=== Section Start ===

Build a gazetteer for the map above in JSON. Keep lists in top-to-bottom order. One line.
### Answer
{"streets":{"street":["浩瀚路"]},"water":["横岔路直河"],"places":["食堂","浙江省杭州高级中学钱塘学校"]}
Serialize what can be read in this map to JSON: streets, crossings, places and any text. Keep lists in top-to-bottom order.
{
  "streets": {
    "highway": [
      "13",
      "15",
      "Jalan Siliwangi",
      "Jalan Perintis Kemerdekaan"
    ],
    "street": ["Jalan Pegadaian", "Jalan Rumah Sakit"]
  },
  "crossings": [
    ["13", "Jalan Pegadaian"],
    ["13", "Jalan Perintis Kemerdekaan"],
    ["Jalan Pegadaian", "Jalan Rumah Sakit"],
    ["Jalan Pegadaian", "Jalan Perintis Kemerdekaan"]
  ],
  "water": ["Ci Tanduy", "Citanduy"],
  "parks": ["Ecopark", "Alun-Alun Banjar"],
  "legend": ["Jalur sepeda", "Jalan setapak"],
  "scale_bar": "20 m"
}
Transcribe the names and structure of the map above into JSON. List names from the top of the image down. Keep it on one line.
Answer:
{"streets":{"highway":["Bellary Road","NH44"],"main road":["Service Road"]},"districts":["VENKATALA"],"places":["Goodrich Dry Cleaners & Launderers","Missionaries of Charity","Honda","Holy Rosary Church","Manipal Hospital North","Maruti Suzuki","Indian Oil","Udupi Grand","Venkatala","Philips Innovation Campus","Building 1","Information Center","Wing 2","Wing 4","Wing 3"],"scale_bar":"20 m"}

=== Section End ===

* [PROBLEM DETAILS]: Every line above from the line with "Serialize what can" to the line with "Transcribe the names", both included, must be reproduced exactly, and no other line may appear.

* [RESPONSE]:
Serialize what can be read in this map to JSON: streets, crossings, places and any text. Keep lists in top-to-bottom order.
{
  "streets": {
    "highway": [
      "13",
      "15",
      "Jalan Siliwangi",
      "Jalan Perintis Kemerdekaan"
    ],
    "street": ["Jalan Pegadaian", "Jalan Rumah Sakit"]
  },
  "crossings": [
    ["13", "Jalan Pegadaian"],
    ["13", "Jalan Perintis Kemerdekaan"],
    ["Jalan Pegadaian", "Jalan Rumah Sakit"],
    ["Jalan Pegadaian", "Jalan Perintis Kemerdekaan"]
  ],
  "water": ["Ci Tanduy", "Citanduy"],
  "parks": ["Ecopark", "Alun-Alun Banjar"],
  "legend": ["Jalur sepeda", "Jalan setapak"],
  "scale_bar": "20 m"
}
Transcribe the names and structure of the map above into JSON. List names from the top of the image down. Keep it on one line.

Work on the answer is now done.